It will be appreciated that various features disclosed herein provide significant advantages and advancements in the art. The following claims are exemplary of some of those features.

In the foregoing Detailed Description of the Disclosure, various features of the disclosure are grouped together in a single embodiment for the purpose of streamlining the disclosure. This method of disclosure is not to be interpreted as reflecting an intention that the claimed disclosure requires more features than are expressly recited in each claim. Rather, inventive aspects lie in less than all features of a single foregoing disclosed embodiment.

It is to be understood that any features of the above-described arrangements, examples, and embodiments may be combined in a single embodiment comprising a combination of features taken from any of the disclosed arrangements, examples, and embodiments.

It is to be understood that the above-described arrangements are only illustrative of the application of the principles of the disclosure. Numerous modifications and alternative arrangements may be devised by those skilled in the art without departing from the spirit and scope of the disclosure and the appended claims are intended to cover such modifications and arrangements.

Thus, while the disclosure has been shown in the drawings and described above with particularity and detail, it will be apparent to those of ordinary skill in the art that numerous modifications, including, but not limited to, variations in size, materials, shape, form, function and manner of operation, assembly and use may be made without departing from the principles and concepts set forth herein.

Further, where appropriate, functions described herein can be performed in one or more of: hardware, software, firmware, digital components, or analog components. For example, one or more application specific integrated circuits (ASICs) or field programmable gate arrays (FPGAs) can be programmed to carry out one or more of the systems and procedures described herein. Certain terms are used throughout the following description and claims to refer to particular system components. As one skilled in the art will appreciate, components may be referred to by different names. This document does not intend to distinguish between components that differ in name, but not function.

The foregoing description has been presented for the purposes of illustration and description. It is not intended to be exhaustive or to limit the disclosure to the precise form disclosed. Many modifications and variations are possible in light of the above teaching. Further, it should be noted that any or all the aforementioned alternate implementations may be used in any combination desired to form additional hybrid implementations of the disclosure.

Further, although specific implementations of the disclosure have been described and illustrated, the disclosure is not to be limited to the specific forms or arrangements of parts so described and illustrated. The scope of the disclosure is to be defined by the claims appended hereto, any future claims submitted here and in different applications, and their equivalents.

Claims

What is claimed is:

1. A method for organizing users within a network architecture, the method comprising:

identifying a tenant group comprising a plurality of users;

mapping the tenant group to a tenant; and

adding the tenant to a cluster, wherein the cluster comprises compute resources for executing workloads; and

wherein each of the plurality of users within the tenant group is assigned a same role within the tenant; and

wherein each of the plurality of users within the tenant group is assigned same permissions within the cluster.

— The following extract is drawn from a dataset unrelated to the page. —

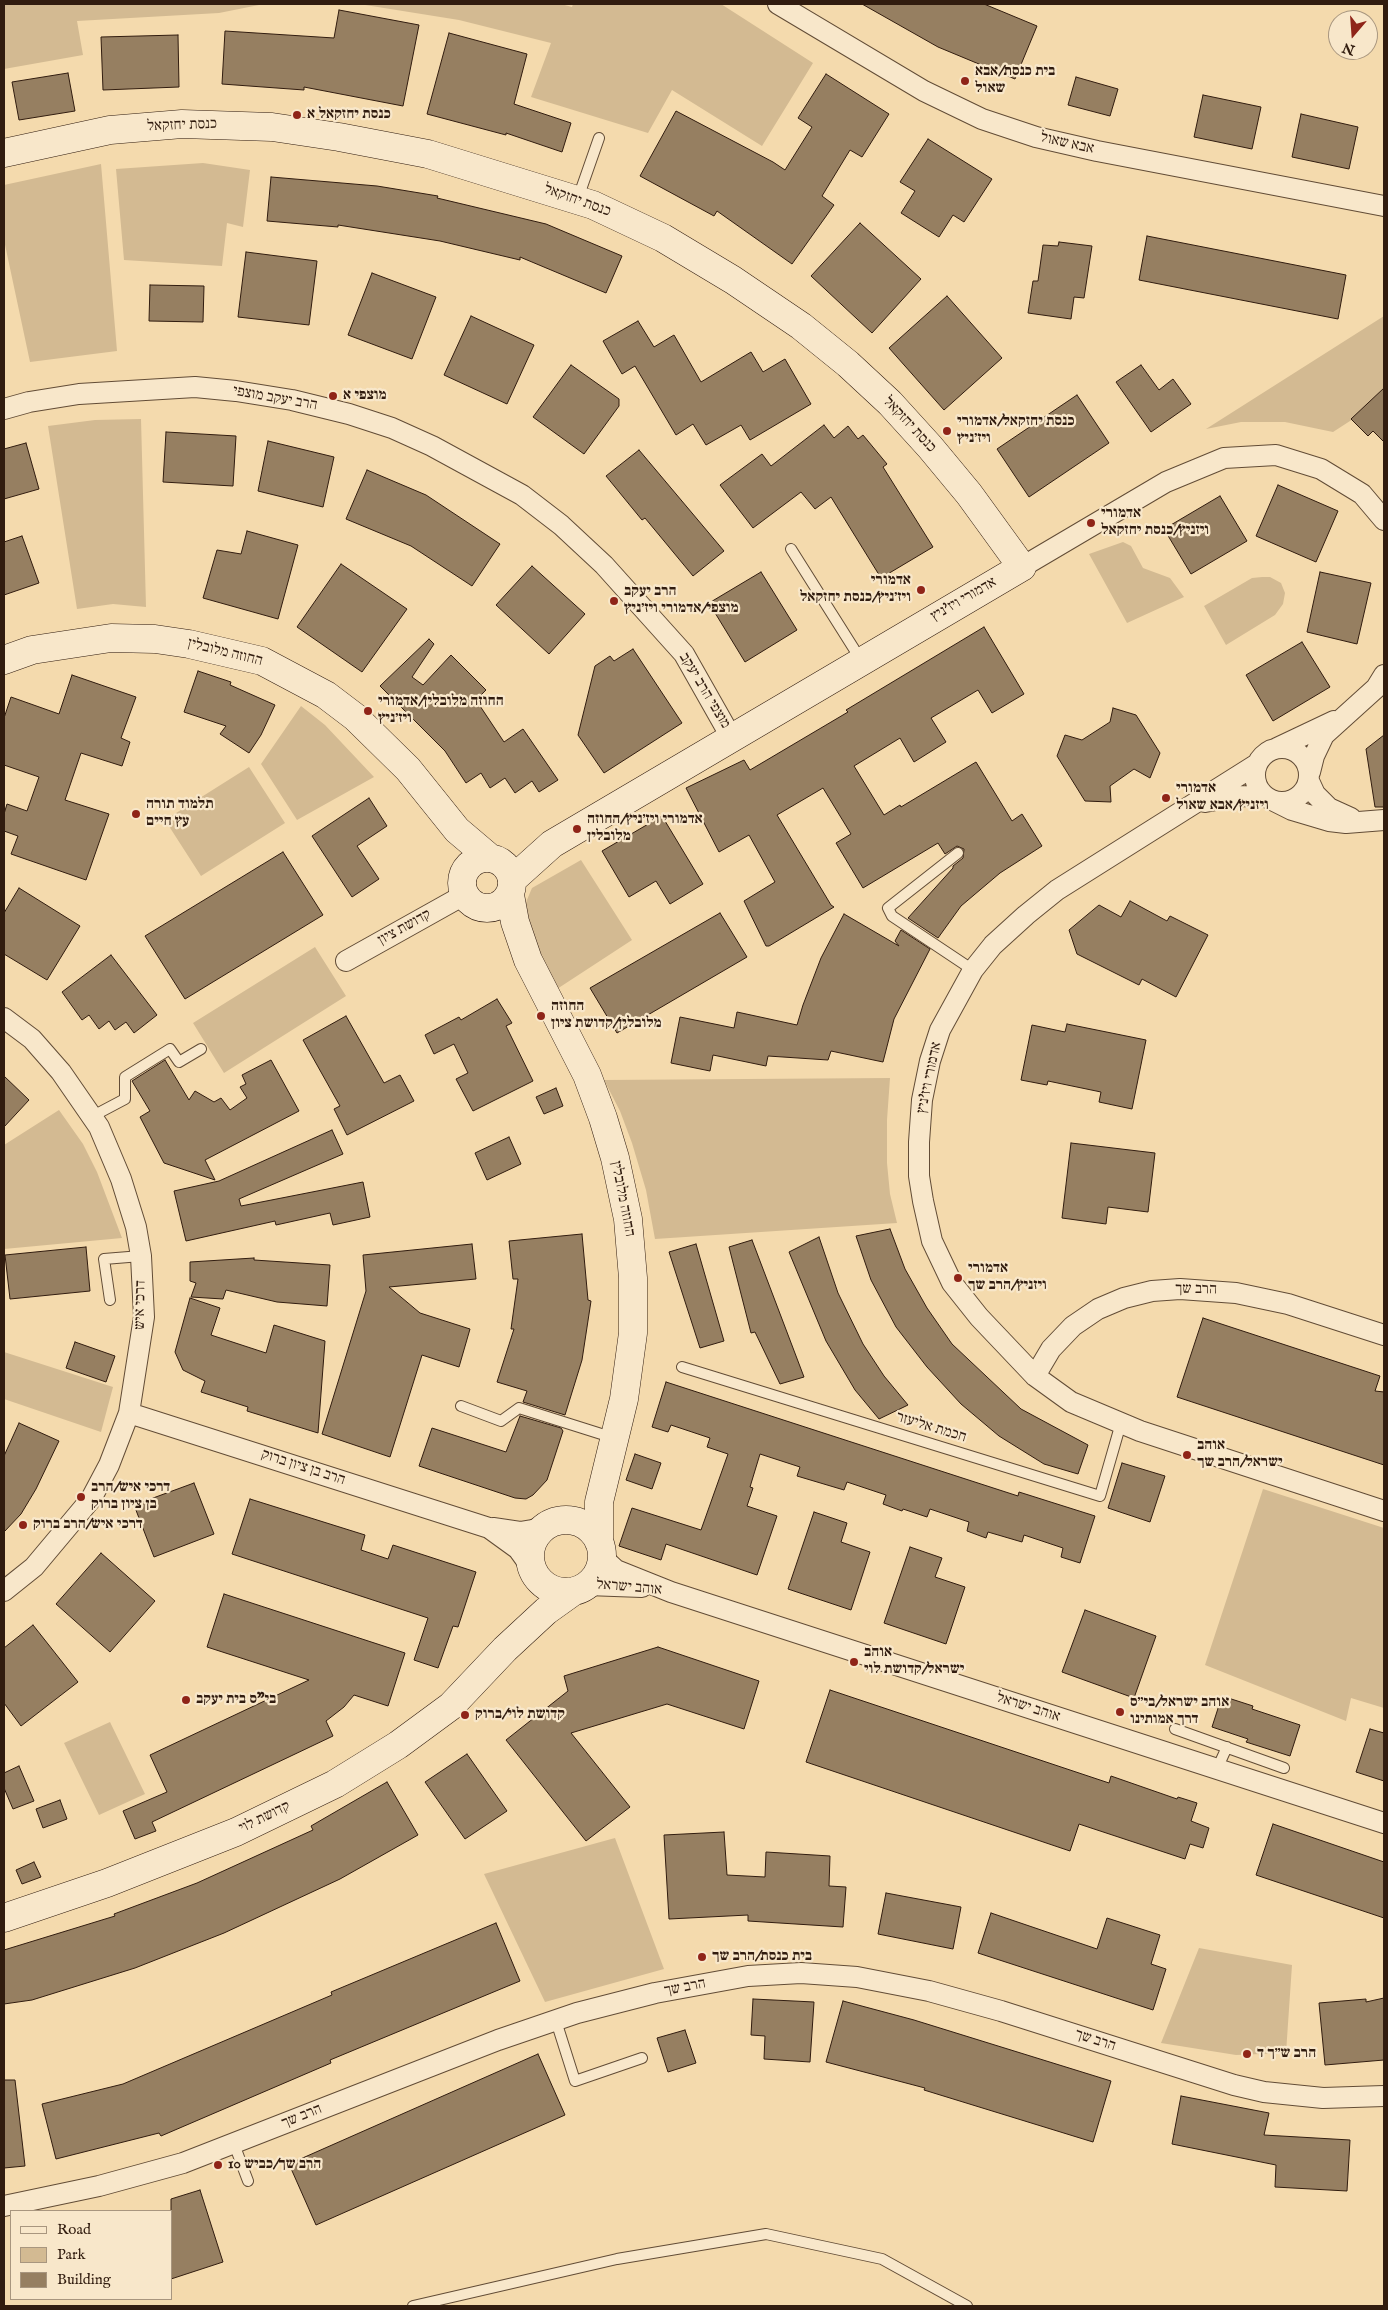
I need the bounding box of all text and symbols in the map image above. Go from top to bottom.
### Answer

2. The method of claim 1, wherein the tenant group is an internal tenant group such that each of the plurality of users is authenticated and managed by the cluster or another compute resource within the network architecture.

3. The method of claim 1, wherein the tenant group is an external tenant group such that each of the plurality of users is authenticated by an external identity provider.

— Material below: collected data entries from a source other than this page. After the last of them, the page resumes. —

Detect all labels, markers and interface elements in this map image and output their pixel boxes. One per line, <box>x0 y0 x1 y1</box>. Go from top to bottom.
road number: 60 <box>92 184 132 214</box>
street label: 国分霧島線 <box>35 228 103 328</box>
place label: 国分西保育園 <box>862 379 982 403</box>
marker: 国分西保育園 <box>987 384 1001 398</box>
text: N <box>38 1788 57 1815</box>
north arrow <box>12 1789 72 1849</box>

4. The method of claim 3, wherein the external identity provider provides authentication services to the cluster.

5. The method of claim 4, wherein the external identity provider is responsible for authenticating users within an identity provider user group and managing membership of the identity provider user group.

6. The method of claim 5, wherein identifying the tenant group comprises retrieving a listing of tenant users, and wherein the listing of the tenant users is managed by the cluster; and

wherein the method further comprises synchronizing the listing of the tenant users with the identity provider user group managed by the external identity provider.

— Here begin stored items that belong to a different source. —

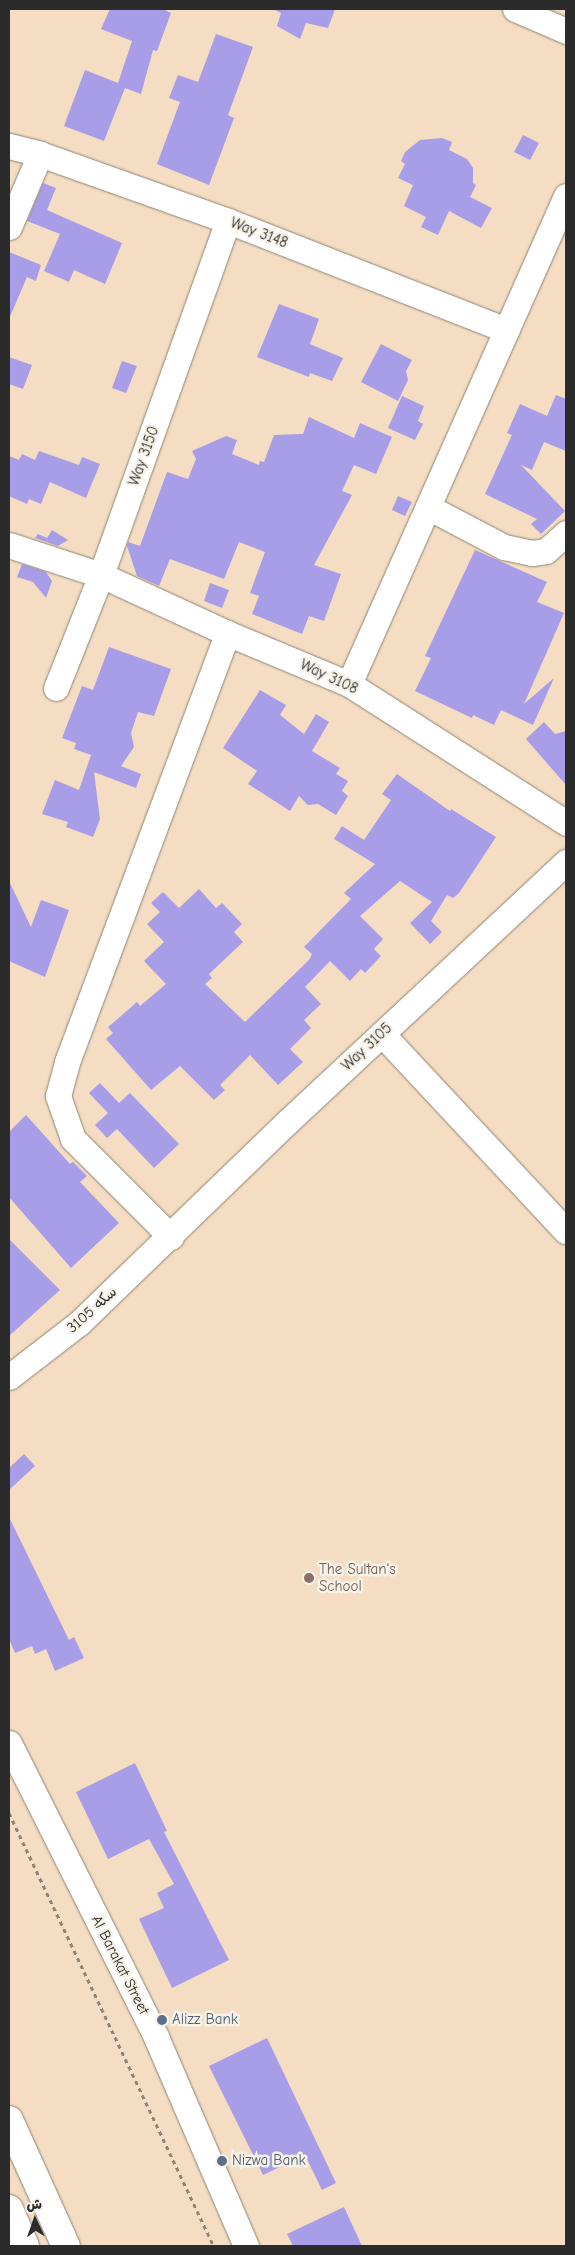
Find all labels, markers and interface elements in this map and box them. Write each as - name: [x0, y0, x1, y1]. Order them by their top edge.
- street label: Way 3148: [228, 214, 290, 252]
- street label: Way 3150: [125, 424, 163, 488]
- street label: Way 3108: [297, 656, 361, 698]
- street label: Way 3105: [338, 1019, 396, 1075]
- street label: سكه 3105: [63, 1283, 121, 1337]
- place label: The Sultan's School: [319, 1560, 396, 1595]
- marker: The Sultan's School: [303, 1572, 315, 1584]
- street label: Al Barakat Street: [87, 1912, 153, 2018]
- place label: Alizz Bank: [172, 2011, 238, 2029]
- marker: Alizz Bank: [156, 2014, 168, 2026]
- place label: Nizwa Bank: [232, 2152, 306, 2170]
- marker: Nizwa Bank: [216, 2155, 228, 2167]
- north arrow: [10, 2195, 60, 2245]
- text: ش: [26, 2196, 42, 2213]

7. The method of claim 6, wherein synchronizing the listing of the tenant users within the identity provider user group comprises:

cross-checking the listing of the tenant users against the identity provider user group to identify any discrepancies in usernames included in the listing of the tenant users versus usernames included in the identity provider user group;

in response to identifying a first username included in the listing of the tenant users that is not included in the identity provider user group, removing the first username from the listing of the tenant users; and

in response to identifying a second username included in the identity provider user group that is not included in the listing of the tenant users, adding the second username to the listing of the tenant users.

8. The method of claim 1, further comprising:

adding a user to the tenant group; and

in response to adding the user to the tenant group, automatically mapping the user to the tenant and the cluster.

9. The method of claim 1, further comprising:

removing a user from the tenant group; and

in response to removing the user from the tenant group, automatically removing any mapping from the user to the tenant.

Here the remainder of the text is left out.